The ratio of women to men in the Strategic Council for determining Pezeshkian's cabinet candidates (run by Zarif) is 2 to 21, with efforts to increase the representation of women and other minorities. Only one Sunni Kurd was added to this council after a Shia Kurd protested.
Possibilities
Pezeshkian wants to appoint younger people to cabinet positions, a quest which enjoys consensus among political factions in Iran, as the revolutionary generation from the 1970s is aging and there is a need for fresh blood in the system.
Regarding female cabinet members, there is no principled opposition from Khamenei or the factions against Pezeshkian's administration. Opposition from the "Revolutionary Islamic Assembly" loyal to Khamenei would likely be directed at the specific individual proposed, rather than the concept itself.
Historically, a Shia Kurd was promoted to the position of administration spokesperson in Mohammad Khatami's cabinet, but no Sunni Kurd has held such a role.
The Islamic Republic has consistently refused to grant high political and judicial positions to Sunnis due to its official Shia religion. The likelihood of a Sunni Baluch or Kurd joining the cabinet remains very low, as Shia sources of emulation in Qom and Najaf oppose it. This would only change if Khamenei were willing to accept the risk of their opposition, which is highly unlikely.
Subtle risk
Zarif's stance on assigning negative scores to "Shia men" in the cabinet selection process challenges the established norms of the Islamic Republic.
This has resulted in strong reactions to his interview.
Unlike defending his proposed cabinet composition on the grounds of meritocracy—which could potentially appeal to public opinion or at least mitigate opposition—Zarif bases his argument on a policy of discrimination against Shia men.
This approach not only contradicts the traditional limits but also fails to present a compelling rationale that aligns with the broader values and expectations of the political landscape.
Showing off diversity in a discriminatory system
The Islamic Republic is characterized by systemic legal and institutional discrimination against various segments of its population. High judicial and legal authorities, along with the appointment of future leaders, are officially reserved for clerics and jurists. This preference extends even to public school teacher appointments, where clerics are favored over non-clerics.
Women face formal barriers to roles such as the presidency, judgeship, and membership in the army. Non-Shiites are effectively excluded from influential bodies like the Assembly of Experts, the Expediency Council, and most military, security, and diplomatic organizations. Additionally, wealth, power, and status are concentrated among a small group loyal to the Guardian Jurist.

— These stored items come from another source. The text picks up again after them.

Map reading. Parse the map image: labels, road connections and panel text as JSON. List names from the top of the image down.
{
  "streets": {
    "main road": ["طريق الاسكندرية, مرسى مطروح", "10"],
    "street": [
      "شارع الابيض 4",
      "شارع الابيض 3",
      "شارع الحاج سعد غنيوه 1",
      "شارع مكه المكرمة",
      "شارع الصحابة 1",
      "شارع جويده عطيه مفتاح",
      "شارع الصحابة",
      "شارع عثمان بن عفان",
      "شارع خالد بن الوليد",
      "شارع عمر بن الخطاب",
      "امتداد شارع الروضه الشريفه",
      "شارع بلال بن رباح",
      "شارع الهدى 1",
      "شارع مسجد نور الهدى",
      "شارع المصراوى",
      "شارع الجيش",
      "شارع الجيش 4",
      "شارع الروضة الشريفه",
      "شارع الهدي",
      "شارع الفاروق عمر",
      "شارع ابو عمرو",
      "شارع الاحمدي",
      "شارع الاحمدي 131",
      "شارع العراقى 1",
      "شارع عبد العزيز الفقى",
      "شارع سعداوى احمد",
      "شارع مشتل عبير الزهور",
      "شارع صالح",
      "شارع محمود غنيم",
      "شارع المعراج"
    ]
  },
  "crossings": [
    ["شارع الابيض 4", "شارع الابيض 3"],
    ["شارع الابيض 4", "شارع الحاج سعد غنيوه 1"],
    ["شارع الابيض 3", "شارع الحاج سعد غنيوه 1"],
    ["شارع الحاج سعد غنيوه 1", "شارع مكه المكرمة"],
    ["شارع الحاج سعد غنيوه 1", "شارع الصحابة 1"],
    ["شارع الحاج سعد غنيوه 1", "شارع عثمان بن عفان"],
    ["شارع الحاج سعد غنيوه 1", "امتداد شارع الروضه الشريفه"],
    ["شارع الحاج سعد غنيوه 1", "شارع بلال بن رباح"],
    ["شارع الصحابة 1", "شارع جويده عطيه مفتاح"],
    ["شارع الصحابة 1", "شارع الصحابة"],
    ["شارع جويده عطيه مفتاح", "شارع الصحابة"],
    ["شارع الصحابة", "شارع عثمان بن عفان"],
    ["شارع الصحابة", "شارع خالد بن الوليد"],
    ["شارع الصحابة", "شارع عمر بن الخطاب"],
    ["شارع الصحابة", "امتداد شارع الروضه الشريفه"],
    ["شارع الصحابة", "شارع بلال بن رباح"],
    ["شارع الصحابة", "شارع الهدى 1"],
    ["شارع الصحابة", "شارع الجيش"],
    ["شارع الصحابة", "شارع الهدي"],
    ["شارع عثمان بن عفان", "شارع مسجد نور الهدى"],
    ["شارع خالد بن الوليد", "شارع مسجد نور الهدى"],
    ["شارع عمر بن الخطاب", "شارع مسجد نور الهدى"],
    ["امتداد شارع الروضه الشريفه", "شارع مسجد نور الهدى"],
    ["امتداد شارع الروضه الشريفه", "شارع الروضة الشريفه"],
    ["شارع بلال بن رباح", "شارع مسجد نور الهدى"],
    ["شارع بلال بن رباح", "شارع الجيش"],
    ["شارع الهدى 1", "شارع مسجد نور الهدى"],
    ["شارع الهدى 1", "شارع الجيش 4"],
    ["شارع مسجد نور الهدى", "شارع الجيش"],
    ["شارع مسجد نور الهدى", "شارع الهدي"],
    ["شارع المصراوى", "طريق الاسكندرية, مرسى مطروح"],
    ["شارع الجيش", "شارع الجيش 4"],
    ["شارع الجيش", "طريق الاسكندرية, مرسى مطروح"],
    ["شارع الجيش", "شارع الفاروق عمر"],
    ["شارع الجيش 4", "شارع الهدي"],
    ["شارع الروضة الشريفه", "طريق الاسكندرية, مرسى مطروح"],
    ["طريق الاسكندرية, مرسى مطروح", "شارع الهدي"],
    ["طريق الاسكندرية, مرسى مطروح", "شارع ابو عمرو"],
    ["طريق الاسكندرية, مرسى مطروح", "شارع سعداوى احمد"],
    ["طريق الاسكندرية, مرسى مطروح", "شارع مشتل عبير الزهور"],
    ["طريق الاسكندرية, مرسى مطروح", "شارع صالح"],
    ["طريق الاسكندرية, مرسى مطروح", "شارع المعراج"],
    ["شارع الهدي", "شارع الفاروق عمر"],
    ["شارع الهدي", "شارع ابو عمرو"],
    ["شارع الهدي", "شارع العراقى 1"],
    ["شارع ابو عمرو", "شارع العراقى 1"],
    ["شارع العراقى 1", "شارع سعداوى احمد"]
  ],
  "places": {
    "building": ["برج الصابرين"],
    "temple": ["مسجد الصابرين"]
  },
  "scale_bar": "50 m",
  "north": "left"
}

The representation of women in the Islamic Assembly (Majles) has fluctuated between 1% and 6% over its 12 terms. Despite women occupying over 50% of university seats, their employment rate has remained between 11% and 15%. The economic contribution of Iranian women is estimated based on these employment levels.
Even if a female, Kurdish, or Sunni minister were appointed to the cabinet, it would likely serve a symbolic and deceptive purpose in a system where discrimination against women, ethnic and religious minorities, and citizens disloyal to the regime is both functional and structural.
Zarif's actions may deceive Western observers and those adhering to "woke" ideology in their so-called advocacy for social justice, but only a small percentage of Iranian citizens are likely to be convinced by this performative statement.
If the new administration is genuine in its diversification efforts, it should start by appointing Sunni governors for regions like Kurdistan and Sistan-Baluchestan, where Sunni populations are significant.